EXERCISE DESCRIPTION: Set down each of the records below exactly as it reads. No pictures go into the copy.

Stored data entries
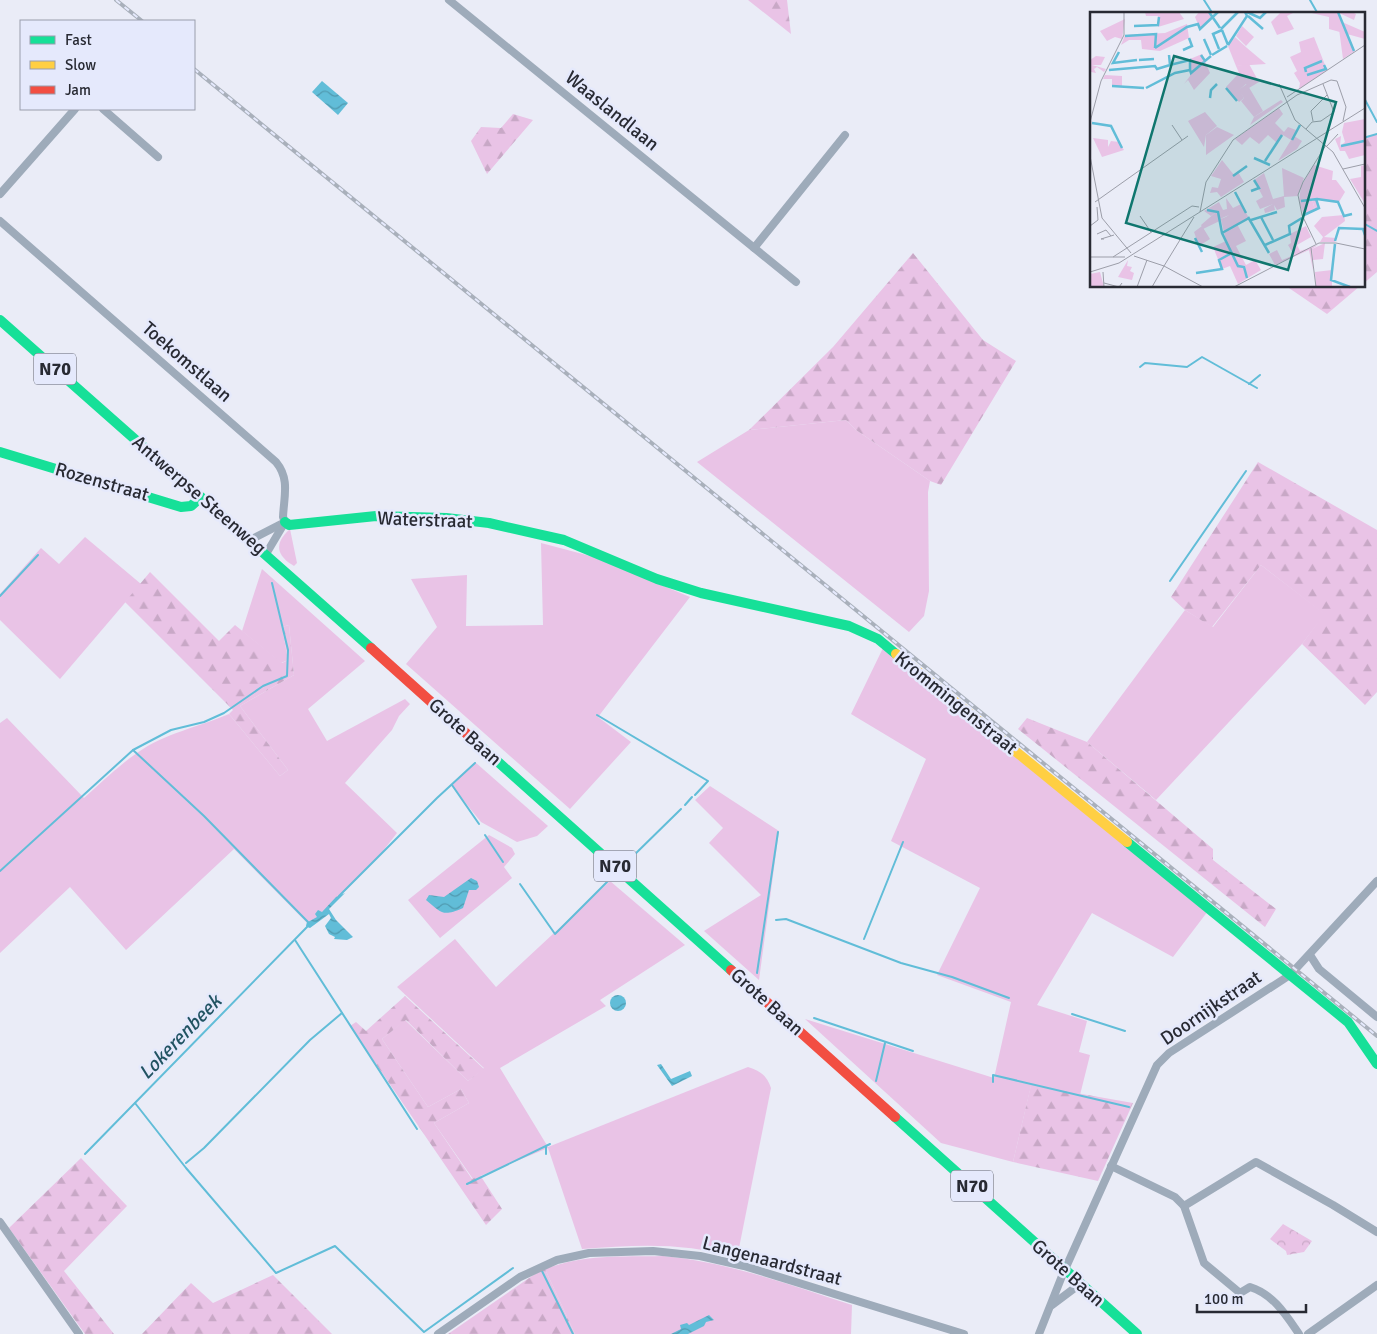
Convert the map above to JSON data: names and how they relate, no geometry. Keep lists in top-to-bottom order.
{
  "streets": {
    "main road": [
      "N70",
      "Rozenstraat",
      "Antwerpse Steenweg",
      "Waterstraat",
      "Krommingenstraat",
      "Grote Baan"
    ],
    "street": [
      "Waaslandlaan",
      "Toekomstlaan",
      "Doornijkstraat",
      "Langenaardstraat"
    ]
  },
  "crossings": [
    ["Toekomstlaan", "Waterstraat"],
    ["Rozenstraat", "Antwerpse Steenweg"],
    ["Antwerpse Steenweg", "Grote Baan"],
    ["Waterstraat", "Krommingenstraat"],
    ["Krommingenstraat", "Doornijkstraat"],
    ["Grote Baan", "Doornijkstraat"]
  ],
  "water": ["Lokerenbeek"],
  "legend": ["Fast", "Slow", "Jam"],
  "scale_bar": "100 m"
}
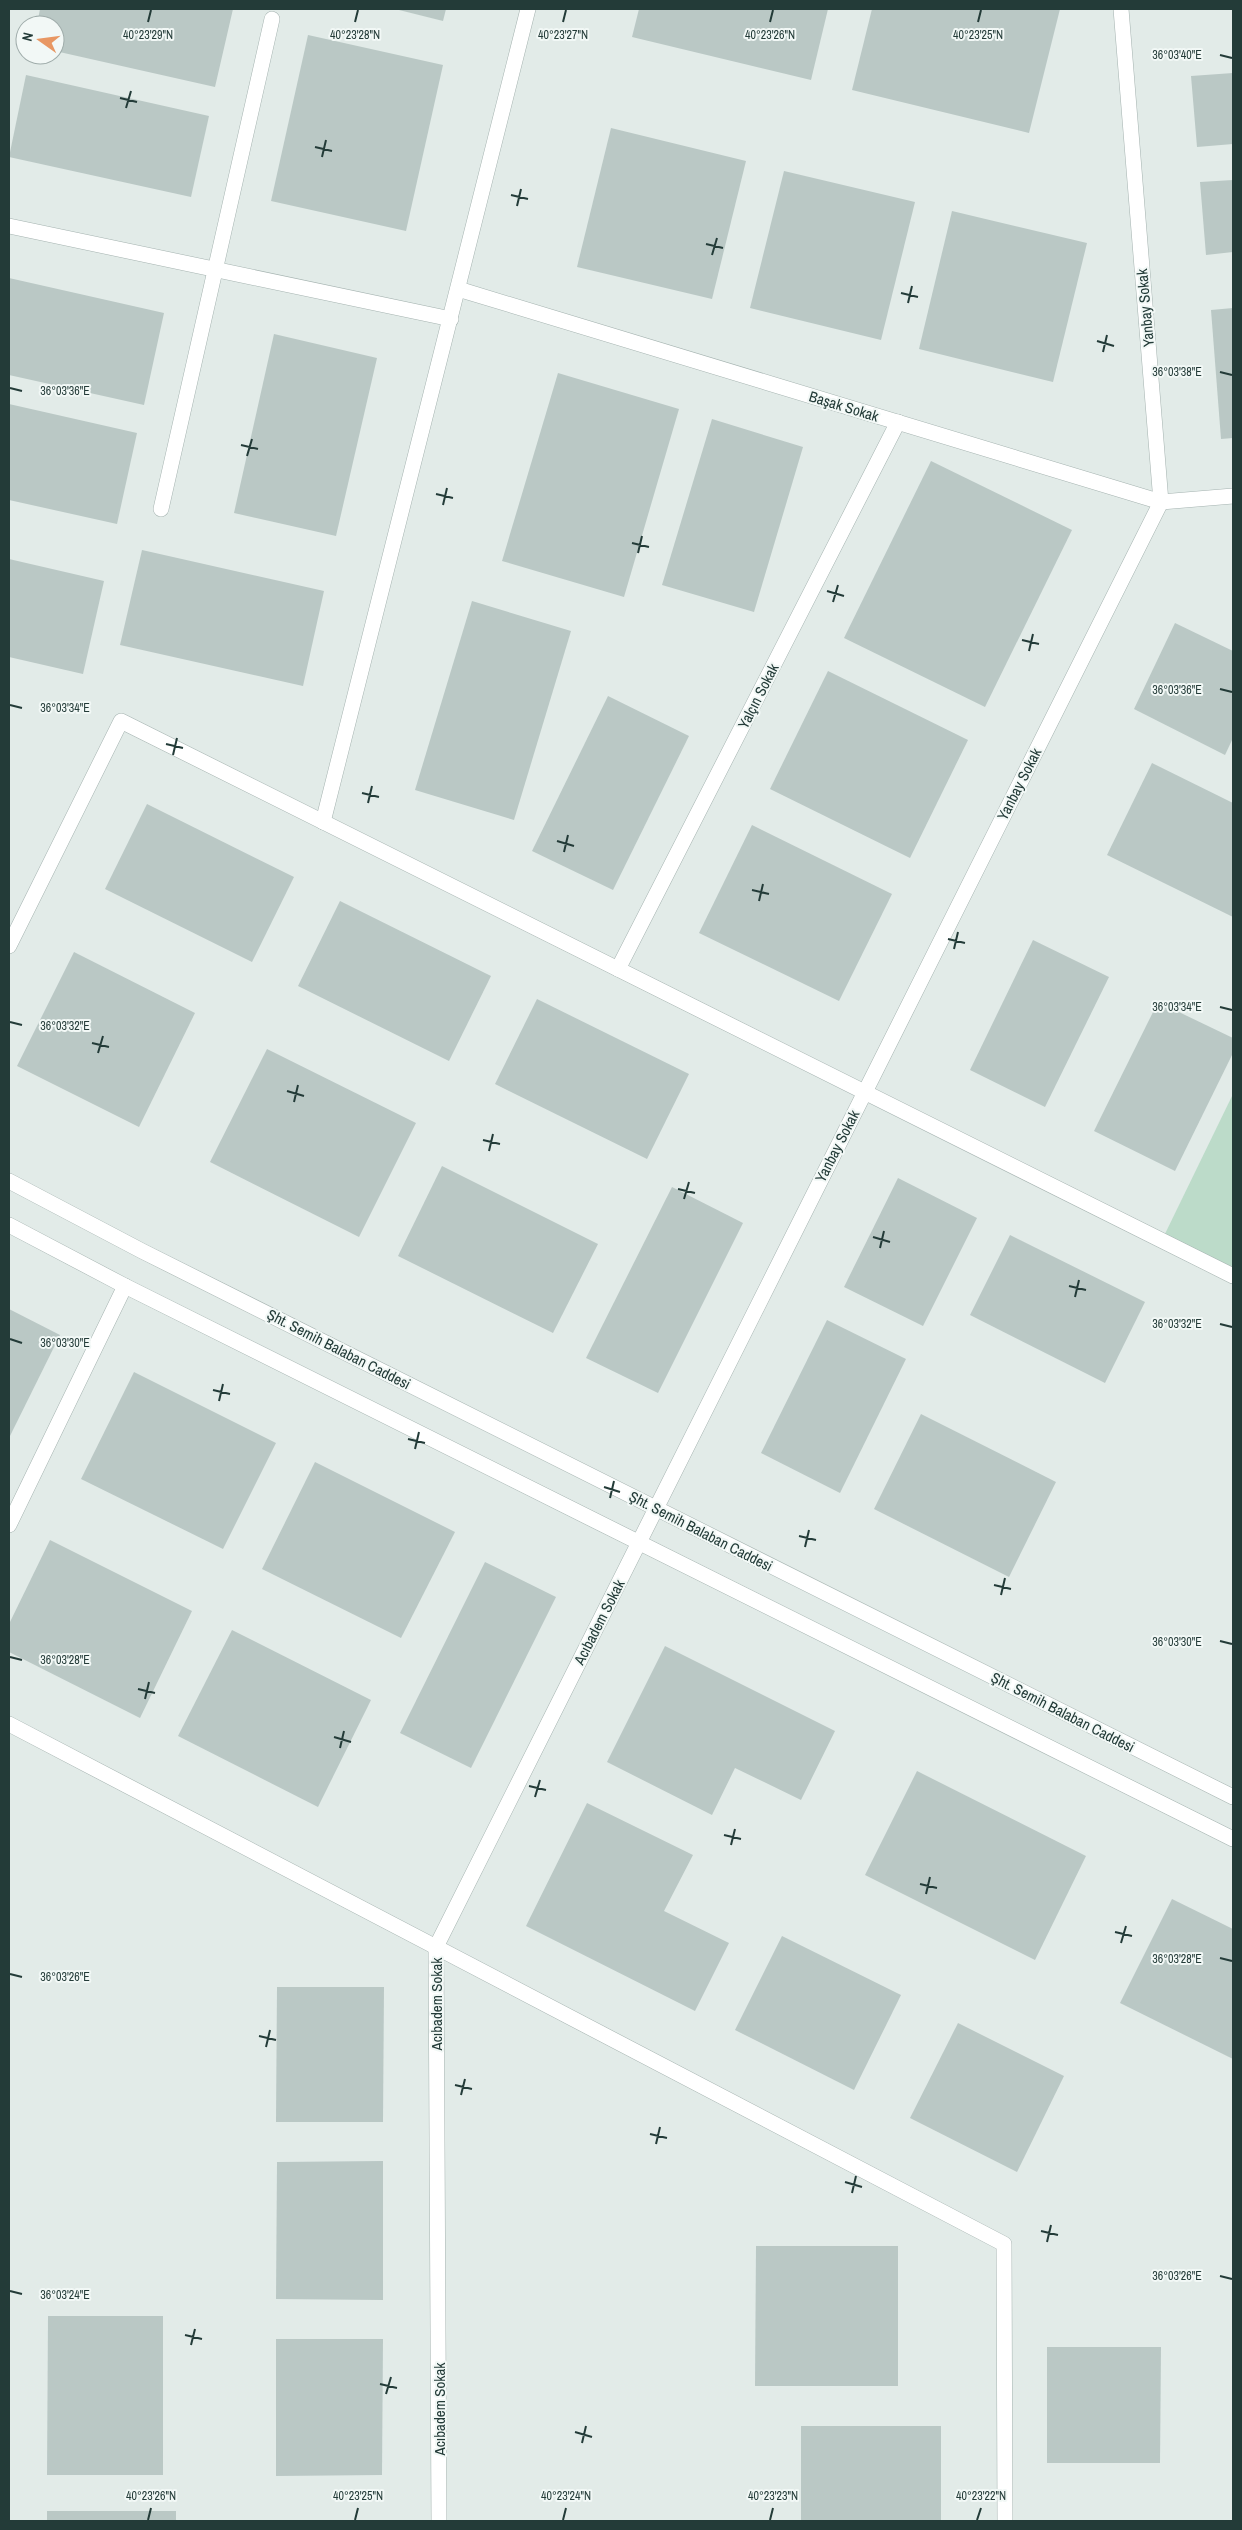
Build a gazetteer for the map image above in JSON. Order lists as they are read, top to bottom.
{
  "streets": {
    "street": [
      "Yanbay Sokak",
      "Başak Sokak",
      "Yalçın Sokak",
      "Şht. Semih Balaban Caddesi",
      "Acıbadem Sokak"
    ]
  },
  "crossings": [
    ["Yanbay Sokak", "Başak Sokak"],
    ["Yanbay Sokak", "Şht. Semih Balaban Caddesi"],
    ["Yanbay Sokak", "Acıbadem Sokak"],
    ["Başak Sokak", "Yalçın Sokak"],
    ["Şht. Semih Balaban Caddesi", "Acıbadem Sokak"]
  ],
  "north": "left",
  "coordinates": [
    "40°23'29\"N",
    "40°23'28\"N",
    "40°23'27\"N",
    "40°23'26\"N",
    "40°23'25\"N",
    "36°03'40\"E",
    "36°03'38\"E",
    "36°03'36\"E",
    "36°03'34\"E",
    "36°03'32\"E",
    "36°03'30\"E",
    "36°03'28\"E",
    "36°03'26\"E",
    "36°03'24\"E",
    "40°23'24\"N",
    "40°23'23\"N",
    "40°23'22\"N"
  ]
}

ANSWER SECTION:
Convert the map above to JSON data: names and how they relate, no geometry. Keep lists in top-to-bottom order.
{
  "streets": {
    "main road": [
      "N70",
      "Rozenstraat",
      "Antwerpse Steenweg",
      "Waterstraat",
      "Krommingenstraat",
      "Grote Baan"
    ],
    "street": [
      "Waaslandlaan",
      "Toekomstlaan",
      "Doornijkstraat",
      "Langenaardstraat"
    ]
  },
  "crossings": [
    ["Toekomstlaan", "Waterstraat"],
    ["Rozenstraat", "Antwerpse Steenweg"],
    ["Antwerpse Steenweg", "Grote Baan"],
    ["Waterstraat", "Krommingenstraat"],
    ["Krommingenstraat", "Doornijkstraat"],
    ["Grote Baan", "Doornijkstraat"]
  ],
  "water": ["Lokerenbeek"],
  "legend": ["Fast", "Slow", "Jam"],
  "scale_bar": "100 m"
}
Build a gazetteer for the map image above in JSON. Order lists as they are read, top to bottom.
{
  "streets": {
    "street": [
      "Yanbay Sokak",
      "Başak Sokak",
      "Yalçın Sokak",
      "Şht. Semih Balaban Caddesi",
      "Acıbadem Sokak"
    ]
  },
  "crossings": [
    ["Yanbay Sokak", "Başak Sokak"],
    ["Yanbay Sokak", "Şht. Semih Balaban Caddesi"],
    ["Yanbay Sokak", "Acıbadem Sokak"],
    ["Başak Sokak", "Yalçın Sokak"],
    ["Şht. Semih Balaban Caddesi", "Acıbadem Sokak"]
  ],
  "north": "left",
  "coordinates": [
    "40°23'29\"N",
    "40°23'28\"N",
    "40°23'27\"N",
    "40°23'26\"N",
    "40°23'25\"N",
    "36°03'40\"E",
    "36°03'38\"E",
    "36°03'36\"E",
    "36°03'34\"E",
    "36°03'32\"E",
    "36°03'30\"E",
    "36°03'28\"E",
    "36°03'26\"E",
    "36°03'24\"E",
    "40°23'24\"N",
    "40°23'23\"N",
    "40°23'22\"N"
  ]
}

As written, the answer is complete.